SUFFERING FROM THE CHURCH

Heinrich Fries

Translation: Arlene Anderson Swidler and Leonard Swidler
Introductions
Leonard Swidler and Peter Neuner
Liturgical Press, Collegeville, MN 56321

Chapter I

THE CHURCH DURING THE COUNCIL

The present situation in the Catholic Church, especially in West Germany, Europe and North America, can to a large extent be described as suffering from the Church. Suffering from the Church differs from suffering with the Church. The latter is inevitable when the Church, wherever it exists, comes under stress, distress and persecution. Then there is an obligation for all Christians to unite in solidarity, for "If one part is hurt, all parts are hurt with it. If one part is given special honor, all parts enjoy it" (I Cor 12:26).

Suffering from the Church today is not merely pain because the concrete Church lags behind its promise, its mandate, and its claims - that will always be the case. For this reason too the Church is an ecclesia semper reformanda, a Church which requires constant renewal but also a Church capable of such renewal. That is the basic assertion of the Second Vatican Council. We are this Church.

Suffering from the Church -- an expression of a faith which believes in and loves the Church as the community of the faithful - has its concrete foundation in the fact that the Church's cohesion, its communal togetherness defined so clearly by Vatican II, has been disturbed.
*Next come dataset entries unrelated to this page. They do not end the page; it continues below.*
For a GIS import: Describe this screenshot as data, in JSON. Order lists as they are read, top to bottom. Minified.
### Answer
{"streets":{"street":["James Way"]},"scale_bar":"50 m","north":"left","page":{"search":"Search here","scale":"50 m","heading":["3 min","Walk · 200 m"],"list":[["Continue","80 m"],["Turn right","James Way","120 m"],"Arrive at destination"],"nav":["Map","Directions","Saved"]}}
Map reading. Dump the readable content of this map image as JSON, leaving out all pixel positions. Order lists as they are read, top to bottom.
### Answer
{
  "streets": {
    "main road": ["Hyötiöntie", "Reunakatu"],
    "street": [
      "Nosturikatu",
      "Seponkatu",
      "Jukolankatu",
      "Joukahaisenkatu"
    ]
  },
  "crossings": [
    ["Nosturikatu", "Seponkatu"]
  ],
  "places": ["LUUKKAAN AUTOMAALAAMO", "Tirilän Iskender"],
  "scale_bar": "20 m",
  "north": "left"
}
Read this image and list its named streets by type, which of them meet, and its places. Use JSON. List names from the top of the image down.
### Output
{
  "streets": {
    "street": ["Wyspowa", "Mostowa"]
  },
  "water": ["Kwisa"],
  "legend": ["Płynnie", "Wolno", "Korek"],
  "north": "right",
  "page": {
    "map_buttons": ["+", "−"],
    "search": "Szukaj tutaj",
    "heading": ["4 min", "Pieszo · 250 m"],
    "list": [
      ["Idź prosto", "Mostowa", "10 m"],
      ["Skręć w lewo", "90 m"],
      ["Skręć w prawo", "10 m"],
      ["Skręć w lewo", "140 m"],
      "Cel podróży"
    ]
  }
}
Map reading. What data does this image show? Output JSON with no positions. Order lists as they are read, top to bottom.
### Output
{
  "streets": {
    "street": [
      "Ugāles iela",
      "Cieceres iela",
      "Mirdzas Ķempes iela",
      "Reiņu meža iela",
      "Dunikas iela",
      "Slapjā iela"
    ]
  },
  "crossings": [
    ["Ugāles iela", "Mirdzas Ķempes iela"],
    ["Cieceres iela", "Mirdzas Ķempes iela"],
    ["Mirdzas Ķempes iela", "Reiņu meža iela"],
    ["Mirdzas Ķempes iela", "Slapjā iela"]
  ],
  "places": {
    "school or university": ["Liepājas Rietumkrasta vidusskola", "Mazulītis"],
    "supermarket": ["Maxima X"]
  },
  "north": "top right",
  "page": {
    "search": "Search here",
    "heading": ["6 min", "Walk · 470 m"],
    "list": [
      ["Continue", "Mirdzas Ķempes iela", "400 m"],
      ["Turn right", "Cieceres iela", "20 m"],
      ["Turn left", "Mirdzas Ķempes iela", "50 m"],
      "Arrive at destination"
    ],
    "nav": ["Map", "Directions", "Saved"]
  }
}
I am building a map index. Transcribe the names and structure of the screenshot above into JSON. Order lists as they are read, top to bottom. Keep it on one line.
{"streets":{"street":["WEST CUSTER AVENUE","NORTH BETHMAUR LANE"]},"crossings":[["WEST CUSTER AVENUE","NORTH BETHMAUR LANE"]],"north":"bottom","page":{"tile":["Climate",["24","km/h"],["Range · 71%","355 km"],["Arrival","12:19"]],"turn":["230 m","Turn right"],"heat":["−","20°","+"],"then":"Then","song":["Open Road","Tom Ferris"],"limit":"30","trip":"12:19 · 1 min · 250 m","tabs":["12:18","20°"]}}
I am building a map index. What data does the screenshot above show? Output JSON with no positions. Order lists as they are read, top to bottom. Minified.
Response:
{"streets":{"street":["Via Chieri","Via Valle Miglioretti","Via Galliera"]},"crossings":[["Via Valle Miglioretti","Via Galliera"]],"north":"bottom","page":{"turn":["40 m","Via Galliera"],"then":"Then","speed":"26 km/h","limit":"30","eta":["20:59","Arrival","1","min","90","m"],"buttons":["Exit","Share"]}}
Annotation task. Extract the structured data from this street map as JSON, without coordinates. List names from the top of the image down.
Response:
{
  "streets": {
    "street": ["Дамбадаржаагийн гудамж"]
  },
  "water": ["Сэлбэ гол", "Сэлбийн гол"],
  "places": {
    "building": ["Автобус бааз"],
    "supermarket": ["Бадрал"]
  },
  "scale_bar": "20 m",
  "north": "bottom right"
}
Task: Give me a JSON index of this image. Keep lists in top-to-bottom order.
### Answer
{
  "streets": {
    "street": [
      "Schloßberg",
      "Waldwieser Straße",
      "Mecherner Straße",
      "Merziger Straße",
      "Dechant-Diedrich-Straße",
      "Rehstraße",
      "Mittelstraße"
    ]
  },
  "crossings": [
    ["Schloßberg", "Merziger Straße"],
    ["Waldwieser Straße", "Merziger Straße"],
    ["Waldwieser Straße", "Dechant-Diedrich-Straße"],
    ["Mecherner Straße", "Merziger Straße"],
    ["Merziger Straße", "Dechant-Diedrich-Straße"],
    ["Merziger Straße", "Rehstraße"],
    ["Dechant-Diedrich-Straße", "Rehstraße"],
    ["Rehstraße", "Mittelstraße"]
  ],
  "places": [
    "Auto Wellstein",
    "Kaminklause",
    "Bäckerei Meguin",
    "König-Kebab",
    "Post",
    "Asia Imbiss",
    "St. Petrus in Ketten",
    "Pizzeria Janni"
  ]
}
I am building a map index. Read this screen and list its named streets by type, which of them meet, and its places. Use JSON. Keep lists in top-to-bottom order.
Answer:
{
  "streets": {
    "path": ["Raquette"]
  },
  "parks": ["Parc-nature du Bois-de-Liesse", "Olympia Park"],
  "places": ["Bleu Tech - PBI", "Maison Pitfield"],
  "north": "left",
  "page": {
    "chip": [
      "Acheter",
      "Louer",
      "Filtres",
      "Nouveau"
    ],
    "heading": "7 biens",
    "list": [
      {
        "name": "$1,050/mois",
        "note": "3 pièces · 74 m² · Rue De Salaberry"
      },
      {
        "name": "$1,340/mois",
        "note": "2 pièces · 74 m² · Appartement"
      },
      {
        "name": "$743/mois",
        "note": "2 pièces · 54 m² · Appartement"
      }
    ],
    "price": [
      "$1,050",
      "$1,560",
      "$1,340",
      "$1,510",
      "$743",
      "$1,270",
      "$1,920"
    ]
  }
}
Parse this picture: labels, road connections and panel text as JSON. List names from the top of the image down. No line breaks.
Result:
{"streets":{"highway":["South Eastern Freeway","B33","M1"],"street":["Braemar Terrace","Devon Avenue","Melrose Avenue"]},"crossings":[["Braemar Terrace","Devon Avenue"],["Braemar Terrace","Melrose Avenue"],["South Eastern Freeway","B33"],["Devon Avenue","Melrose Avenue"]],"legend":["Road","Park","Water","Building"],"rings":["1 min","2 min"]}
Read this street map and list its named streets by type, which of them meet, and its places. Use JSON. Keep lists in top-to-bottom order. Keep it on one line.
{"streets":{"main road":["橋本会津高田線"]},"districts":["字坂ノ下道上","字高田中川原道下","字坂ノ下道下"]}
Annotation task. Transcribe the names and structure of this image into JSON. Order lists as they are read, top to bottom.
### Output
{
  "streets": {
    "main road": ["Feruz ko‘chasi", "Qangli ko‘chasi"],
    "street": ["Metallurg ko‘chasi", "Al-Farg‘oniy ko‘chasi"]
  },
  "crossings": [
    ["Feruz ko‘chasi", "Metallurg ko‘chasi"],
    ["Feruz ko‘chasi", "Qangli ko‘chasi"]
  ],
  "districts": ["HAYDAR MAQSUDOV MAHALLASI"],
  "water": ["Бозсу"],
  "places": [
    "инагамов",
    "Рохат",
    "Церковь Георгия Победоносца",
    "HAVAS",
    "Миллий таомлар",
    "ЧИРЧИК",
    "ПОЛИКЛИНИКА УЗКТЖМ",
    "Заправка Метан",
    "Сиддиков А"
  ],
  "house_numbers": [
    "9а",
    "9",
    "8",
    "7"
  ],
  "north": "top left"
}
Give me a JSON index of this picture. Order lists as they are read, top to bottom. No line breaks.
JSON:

In other words, the present sufferings from the Church are linked to the fact that the Church today has noticeably changed from the Church of the Second Vatican Council in its authoritative judgments and mandates and is steering toward a situation which seems preconciliar, a restoration of the so-called good old days, striving to return to a time which was certainly not as good as it is often imagined to have been. And this despite the fact that words and texts from the Council are constantly being quoted by representatives of this mentality, who often choose selectively and sometimes ignore the proper context or connection.

The Church During the Council

During the Council, despite some controversies and unavoidable compromises as well as the exclusion of important themes and some interventions from a "higher authority," there was no suffering from the Church -- apart from a few circles, then in the minority but since enormously enlarged. Rather it was a source of joy, even pride, to belong to this Church which radiated hope and confidence, which stood in solidarity with the joys and sorrows of humanity, which proclaimed the Gospel not as law but as a joyful and liberating human-friendly message, as an answer to the questions of contemporary people, especially to the question of what we humans are.

The Church of the Council sought and found a new relationship to the world as God's creation and the household of the human race. It also sought and created a new relationship to other Christian confessions, to Judaism, to the spirit of the modern age, to non-Christian religions. It argued for freedom of conscience and religion, for dialogue and cooperation as a form of encounter, and in the process it drew up principles about which, with the best of intentions, one cannot say "The Church has always...." Freedom of conscience and religion had been expressly rejected in the official doctrinal statements in the past century on the principle that error has no rights. The Council on the contrary asserted that error is not a subject of justice, but people are, even if they err.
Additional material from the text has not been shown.